In essence, if I were to design the process starting from accountability, I would start by designing what it means to be accountable in case of a failure i.e. taking end to end responsibility for a task, acknowledging one's fault, taking corrective action, also ensuring no other mistakes get made, at least within that session or within that context window. I would love to see the model also detail how it would avoid making such mistakes in the future and mean it, rather than just try to explain why it made an error. 

Do you think this type of analysis would be helpful for implementation?
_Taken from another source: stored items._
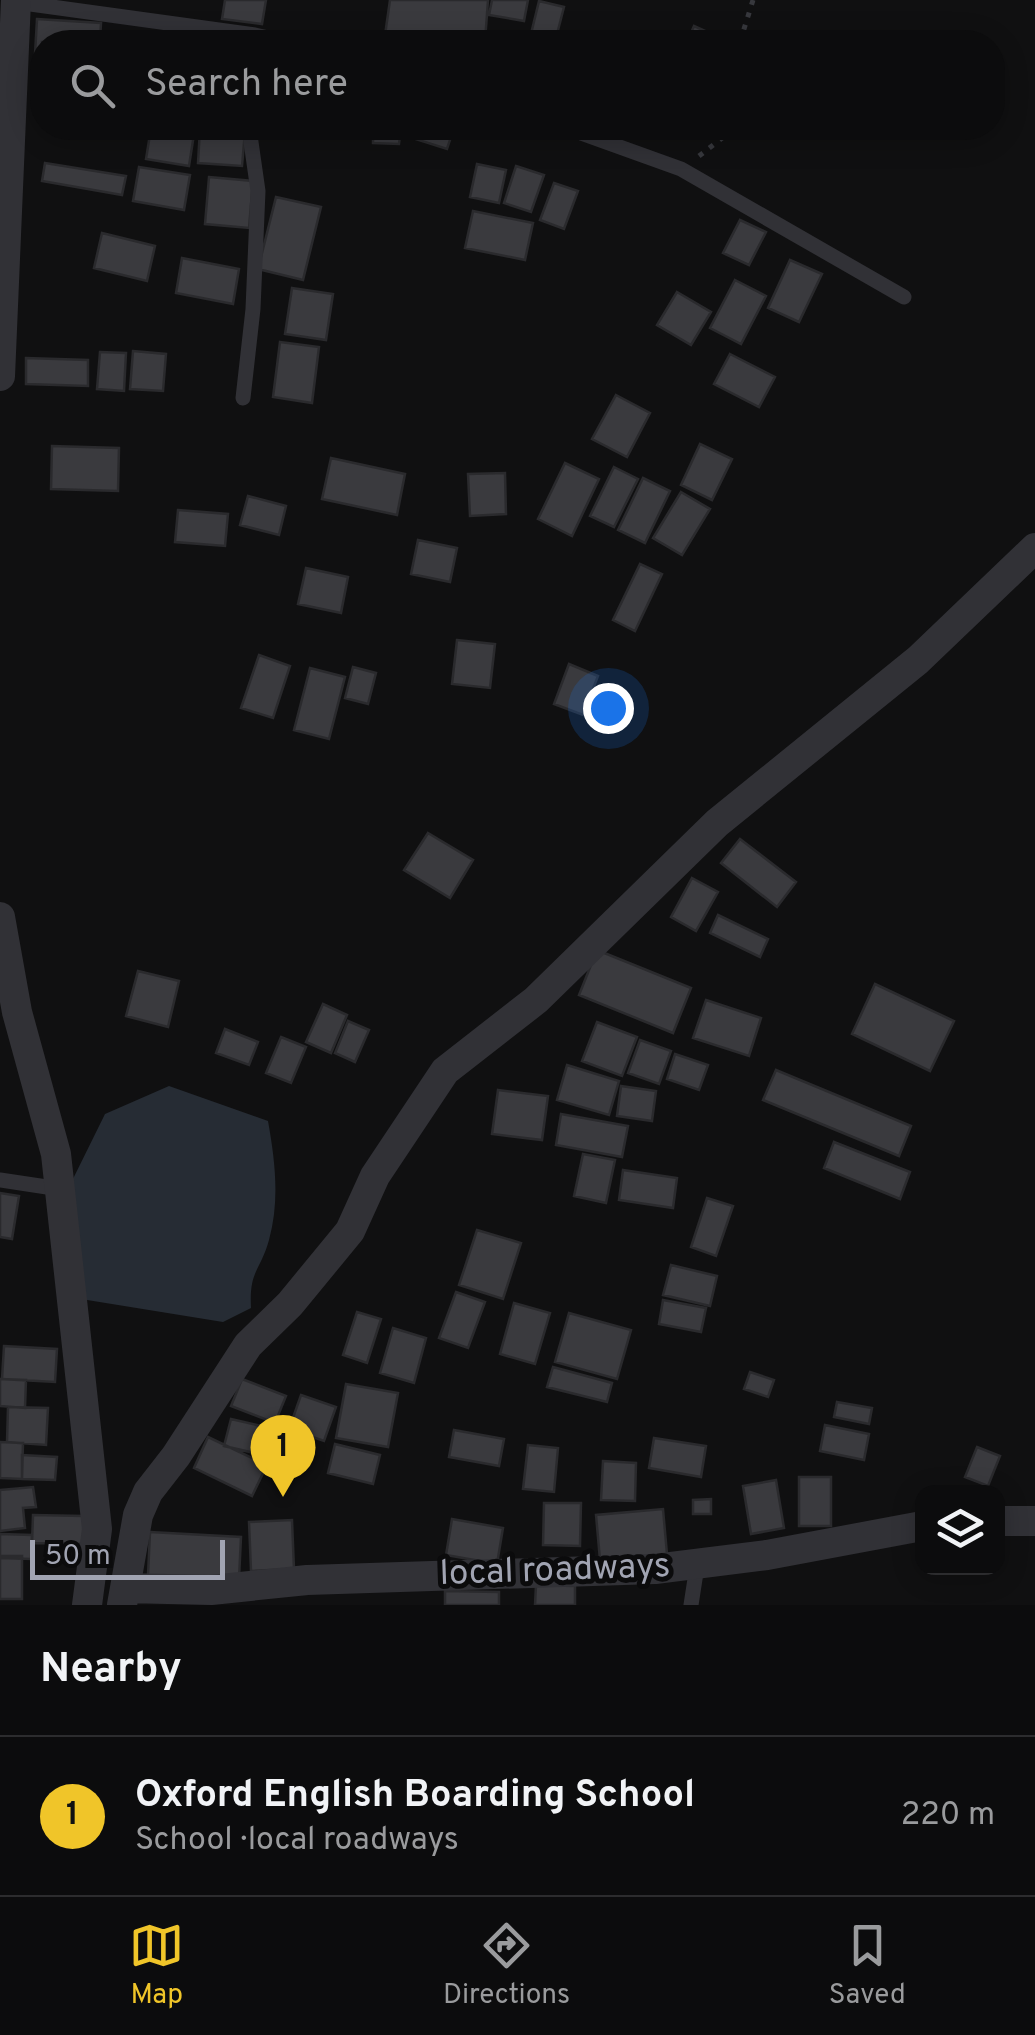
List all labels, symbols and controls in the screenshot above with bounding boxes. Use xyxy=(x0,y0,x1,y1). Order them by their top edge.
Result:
search box xyxy=(30,30,1005,140)
icon: search xyxy=(65,58,120,113)
text: Search here xyxy=(145,61,348,110)
your location xyxy=(583,683,634,734)
pin: 1 xyxy=(250,1414,316,1497)
map controls xyxy=(915,1485,1005,1575)
button: layers xyxy=(915,1485,1005,1575)
scale bar xyxy=(30,1535,225,1580)
text: 50 m xyxy=(45,1539,111,1575)
street label: local roadways xyxy=(439,1545,671,1597)
text: Nearby xyxy=(40,1644,182,1697)
text: Oxford English Boarding School xyxy=(135,1772,695,1821)
text: 1 xyxy=(66,1796,79,1836)
text: 220 m xyxy=(901,1796,995,1836)
text: School · local roadways xyxy=(135,1821,459,1861)
tab: Map xyxy=(129,1918,184,2014)
tab: Directions xyxy=(443,1918,570,2014)
tab: Saved xyxy=(829,1918,906,2014)

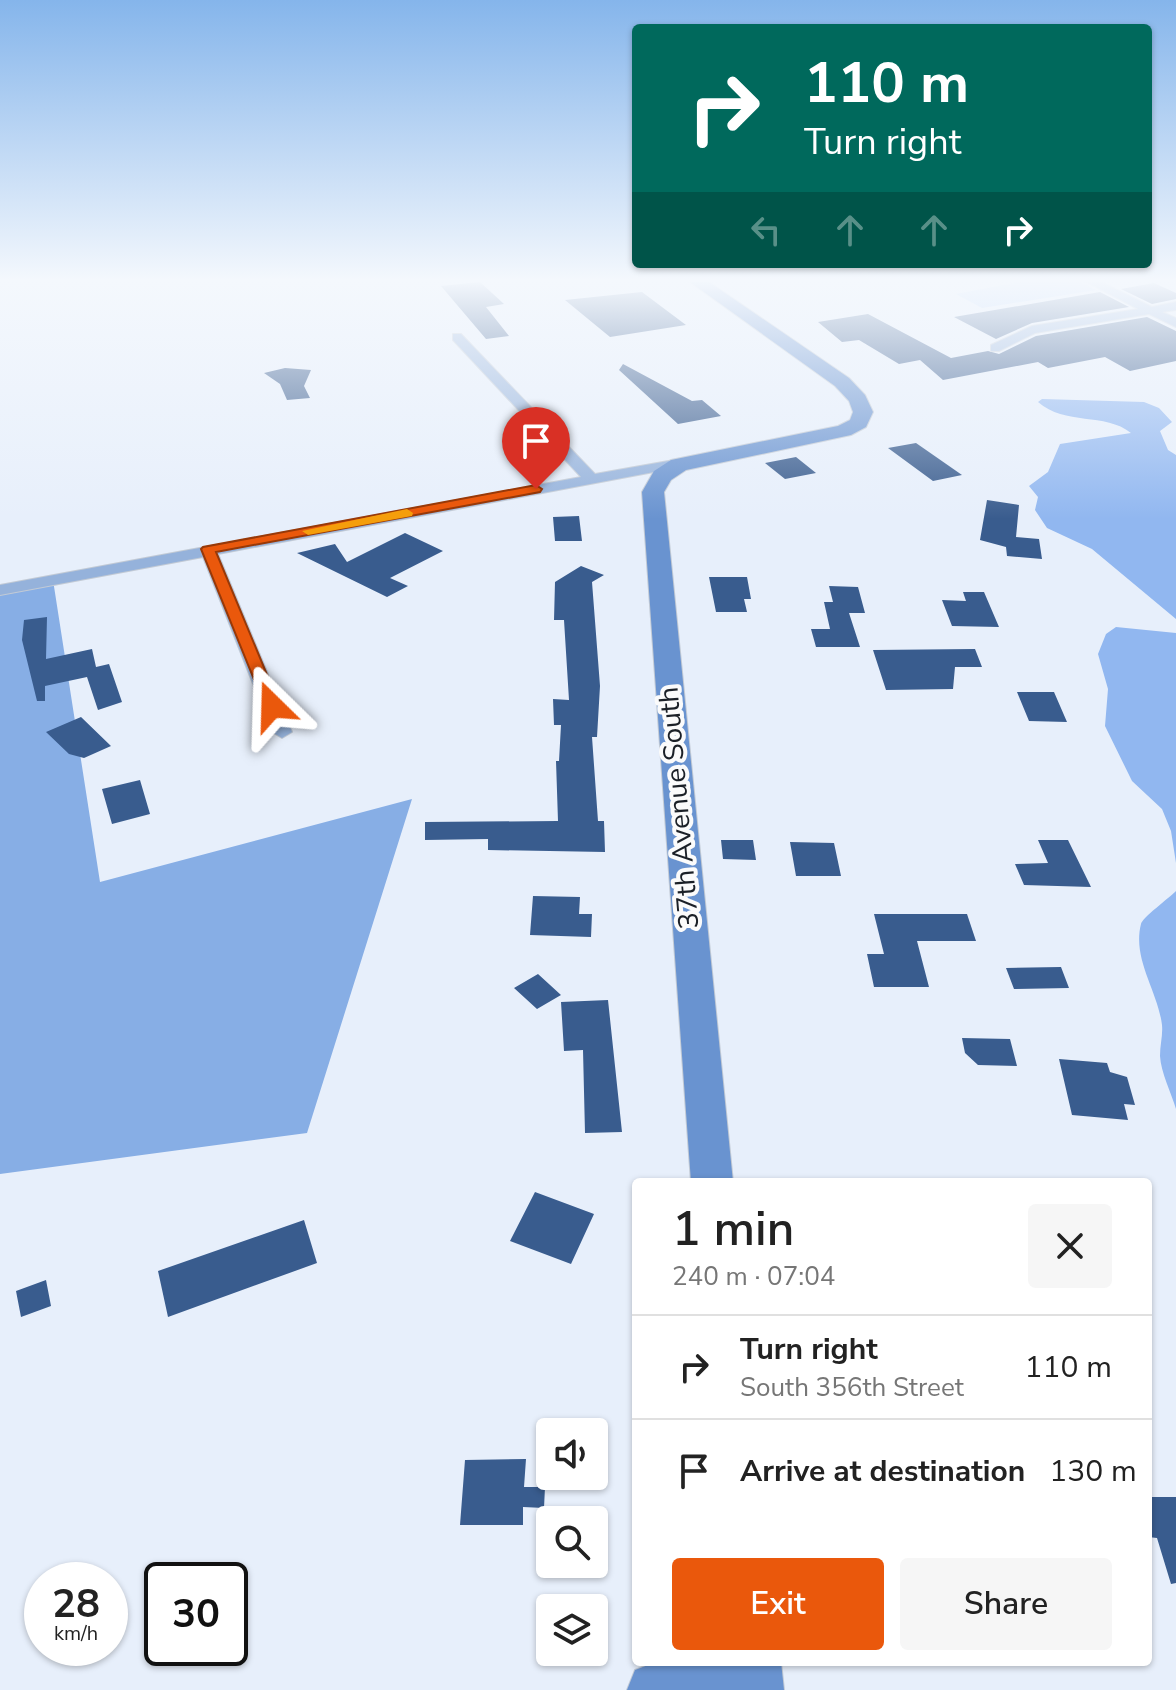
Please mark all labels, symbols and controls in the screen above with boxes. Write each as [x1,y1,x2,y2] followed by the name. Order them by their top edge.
[804,45,969,122] text: 110 m
[672,56,776,160] icon: right
[804,118,961,167] text: Turn right
[744,208,788,252] icon: left
[828,208,872,252] icon: ahead
[912,208,956,252] icon: ahead
[996,208,1040,252] icon: right
[502,407,570,489] pin
[514,419,558,463] icon: arrive
[230,664,314,748] position arrow
[649,685,709,931] street label: 37th Avenue South
[672,1196,794,1262] text: 1 min
[1028,1204,1112,1288] button: close
[672,1259,835,1294] text: 240 m · 07:04
[740,1329,878,1370] text: Turn right
[672,1345,716,1389] icon: right
[1025,1347,1112,1388] text: 110 m
[740,1370,964,1405] text: South 356th Street
[536,1418,608,1666] map controls
[536,1418,608,1490] button: sound
[672,1449,716,1493] icon: arrive
[740,1451,1025,1492] text: Arrive at destination
[1049,1451,1137,1492] text: 130 m
[536,1506,608,1578] button: search
[672,1558,884,1650] button: Exit
[900,1558,1112,1650] button: Share
[144,1562,248,1666] speed limit sign: 30
[52,1577,100,1631] text: 28
[536,1594,608,1666] button: layers
[54,1620,98,1647] text: km/h

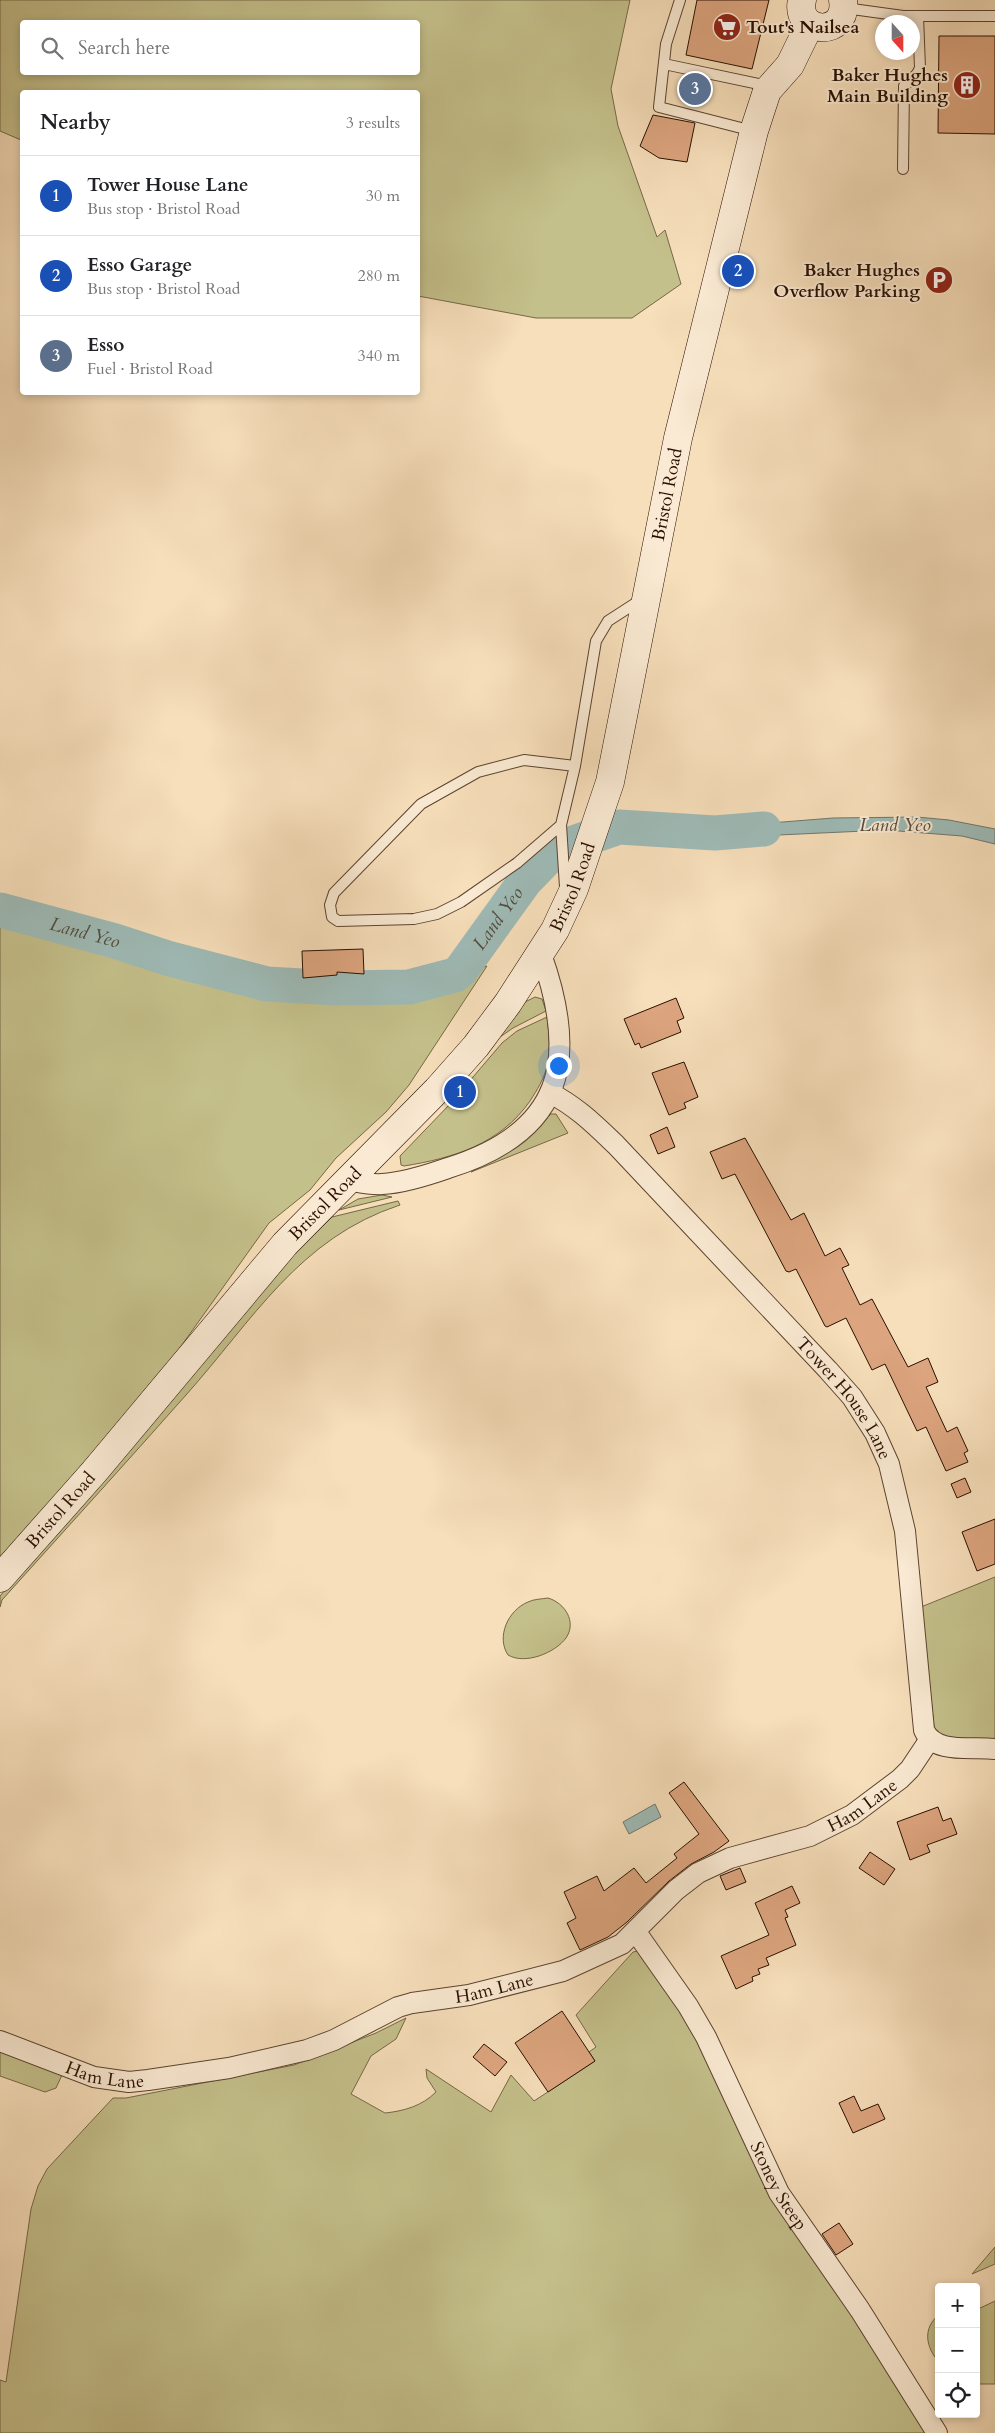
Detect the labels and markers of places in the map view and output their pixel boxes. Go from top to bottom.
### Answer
supermarket icon: Tout's Nailsea [712,12,742,42]
place label: Tout's Nailsea [746,15,859,40]
place label: Baker Hughes Main Building [827,63,948,109]
pin: 3 [679,70,711,108]
building icon: Baker Hughes Main Building [952,70,982,100]
pin: 2 [722,252,754,290]
place label: Baker Hughes Overflow Parking [773,258,920,304]
parking icon: Baker Hughes Overflow Parking [924,265,954,295]
pin: 1 [444,1073,476,1111]

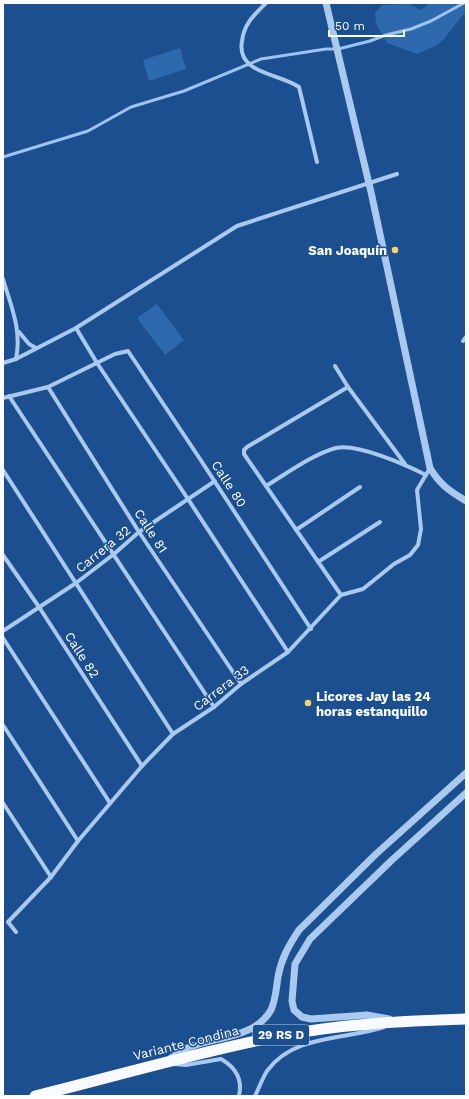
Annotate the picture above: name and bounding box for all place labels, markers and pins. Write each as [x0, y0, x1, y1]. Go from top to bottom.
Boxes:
place label: San Joaquín [308, 243, 387, 258]
marker: San Joaquín [390, 245, 400, 255]
place label: Licores Jay las 24 horas estanquillo [316, 689, 431, 719]
marker: Licores Jay las 24 horas estanquillo [303, 698, 313, 708]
I have very limited understanding of the technical side, but I would love to brainstorm to think more deeply and practically about this.

Comment by Priyanka Bharadwaj (priyanka-bharadwaj) on Good Research Takes are Not Sufficient for Good Strategic Takes · 2025-04-18T11:25:22.206Z · LW · GW

Being good at research and being good at high level strategic thinking are just fairly different skillsets!

Neel, thank you, especially for the humility in acknowledging how hard it is to know whether a strategic take is any good. 

Your post made me realise I’ve been holding back on a framing I’ve found useful (from when I worked as a matchmaker and a relationship coach), thinking about alignment less as a performance problem, and more as a relationship problem. We often fixate on traits like intelligence, speed, obedience but we forget to ask, what kind of relationship are we building with AI? If we started there, maybe we’d optimise for collaboration rather than control? 

P.S. I don’t come from a research background, but my work in behaviour and systems design gives me a practical lens on alignment, especially around how relationships shape trust, repair, and long-term coherence.